A team of researchers from Japan has found that children exposed to pet cats or indoor dogs during fetal development or early infancy appear to develop fewer food allergies, compared to other children.
Food allergies have been on the rise over the last few decades, with over 32 million Americans having a life-threatening food allergy, according to Food Allergy Research & Education (FARE). An allergy comes from an adverse immune response when exposed to a given food type. The allergic reaction involves the immune system attacking food proteins that are normally harmless, and can lead to anaphylaxis in serious cases.
The idea that exposure to pets is effective in preventing allergic disease has been suggested for some time. Research into the “hygiene hypothesis” – the idea that extremely clean environments actually fail to provide sufficient exposure to germs needed to prime our immune systems to fight infections – has shown the potential benefits of being exposed to dogs during early infancy, especially in association with food allergies. However, less research has been conducted on exposure to other pets.
This latest study sought to address this. Hisao Okabe, a researcher from the Fukushima Regional Center for the Japan Environment and Children’s Study, Japan, and colleagues examined data on pet exposure and food allergies for 66,215 children to see if contact with different animals impacted the risk of food allergies.
The information was drawn from the Japan Environment and Children’s Study, an ongoing nationwide, prospective birth cohort study that included 97,413 mothers and their children. According to the data, around 22 percent of the children studied had been exposed to pets during the fetal period, and mostly to indoor dogs and cats.
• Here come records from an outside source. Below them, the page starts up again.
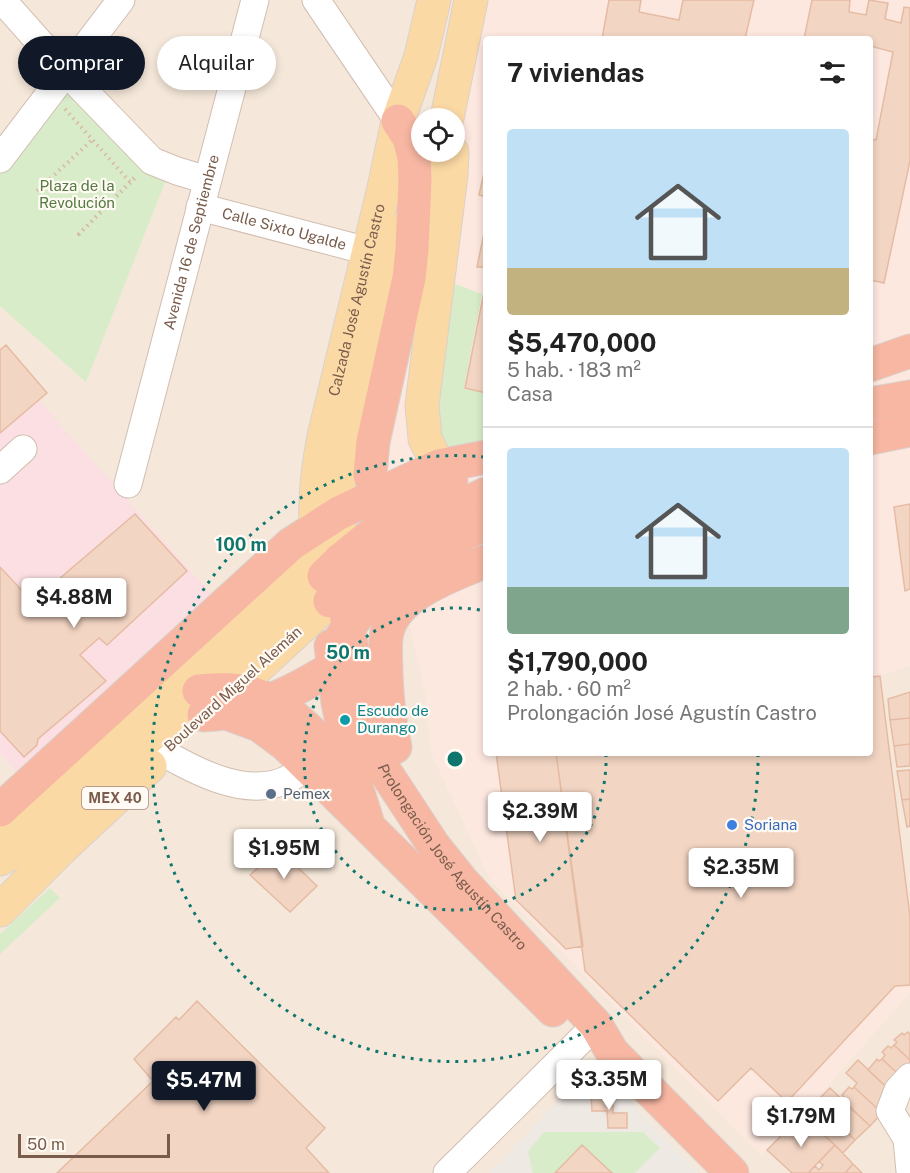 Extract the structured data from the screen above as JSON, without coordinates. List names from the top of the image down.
{
  "streets": {
    "highway": ["Boulevard Miguel Alemán", "MEX 40", "Prolongación José Agustín Castro"],
    "main road": ["Calzada José Agustín Castro"],
    "street": ["Calle Sixto Ugalde", "Avenida 16 de Septiembre"]
  },
  "crossings": [
    ["Calle Sixto Ugalde", "Avenida 16 de Septiembre"],
    ["Calle Sixto Ugalde", "Calzada José Agustín Castro"],
    ["Calzada José Agustín Castro", "Boulevard Miguel Alemán"],
    ["Calzada José Agustín Castro", "Prolongación José Agustín Castro"],
    ["Boulevard Miguel Alemán", "Prolongación José Agustín Castro"]
  ],
  "parks": ["Plaza de la Revolución"],
  "places": ["Escudo de Durango", "Pemex", "Soriana"],
  "scale_bar": "50 m",
  "page": {
    "chip": ["Comprar", "Alquilar"],
    "heading": "7 viviendas",
    "list": [
      {
        "name": "$5,470,000",
        "note": "5 hab. · 183 m² · Casa"
      },
      {
        "name": "$1,790,000",
        "note": "2 hab. · 60 m² · Prolongación José Agustín Castro"
      }
    ],
    "price": [
      "$4.88M",
      "$2.39M",
      "$1.95M",
      "$2.35M",
      "$3.35M",
      "$5.47M",
      "$1.79M"
    ],
    "scale": "50 m"
  },
  "rings": ["100 m", "50 m"]
}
The information was transcribed from medical records during the first trimester, at delivery, and at the one-month check-up. After delivery, additional information was collected every six months from caregivers, who carried out self-reported questionnaires. As such, the quality of this information was contingent on the accurate recall of each participant. Moreover, the team was not able to individually assess the child participants for their reported allergies, which meant they relied on the parent-reported doctor’s diagnosis obtained from the questionnaires. This was because methods used to test for food allergies, particularly oral food challenge – a validated form of allergy diagnosis – carry the risk of inducing anaphylaxis and would not be suitable for a cohort as large as the study population.
The team’s findings suggest that exposure to indoor dogs and cats significantly reduced the incidence of food allergies. Such exposure to indoor dogs, they found, significantly lowered the likelihood of developing allergies to milk, eggs, and nuts. Exposure to cats significantly lowered the chances of developing allergies to eggs, wheat, and soybeans.
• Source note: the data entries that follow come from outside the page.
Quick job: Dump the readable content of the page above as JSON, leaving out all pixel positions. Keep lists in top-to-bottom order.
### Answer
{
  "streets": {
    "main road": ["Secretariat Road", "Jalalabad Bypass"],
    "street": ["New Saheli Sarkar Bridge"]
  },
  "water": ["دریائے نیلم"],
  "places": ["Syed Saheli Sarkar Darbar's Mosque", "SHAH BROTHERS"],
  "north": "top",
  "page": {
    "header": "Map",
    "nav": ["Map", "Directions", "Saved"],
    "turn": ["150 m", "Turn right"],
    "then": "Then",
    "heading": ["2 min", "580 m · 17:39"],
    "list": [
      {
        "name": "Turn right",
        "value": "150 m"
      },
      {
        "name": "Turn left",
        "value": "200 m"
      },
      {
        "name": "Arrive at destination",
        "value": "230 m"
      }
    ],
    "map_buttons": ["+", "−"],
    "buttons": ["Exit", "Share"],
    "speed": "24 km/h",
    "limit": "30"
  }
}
The results did not reveal any significant difference for children living with outdoor dogs – but, unexpectedly, they found that children exposed to hamsters had a much higher risk of nut allergies. This, they believe, may be because hamsters eat nuts in abundance. If they are correct, it suggests that nut allergens could be communicated to infants through skin exposure, a process called “percutaneous sensitization”, to hamsters or house dust. “Therefore”, the authors argued, “family hand washing and keeping hamsters away from babies might minimize the risk of nut allergy even if hamsters are kept as pets.”
According to the authors, the study demonstrates the potential benefits of having dogs and cats as pets when children are very young. These results, they claim “reduce concerns about the development of allergic diseases caused by keeping dogs and cats.”
“Reducing the incidence of food allergies will significantly reduce childhood mortality from anaphylaxis.”
Although the results do not necessarily demonstrate a causal relationship, they nevertheless help guide future research into the mechanism associated with childhood food allergies.
The study was published in Plos One.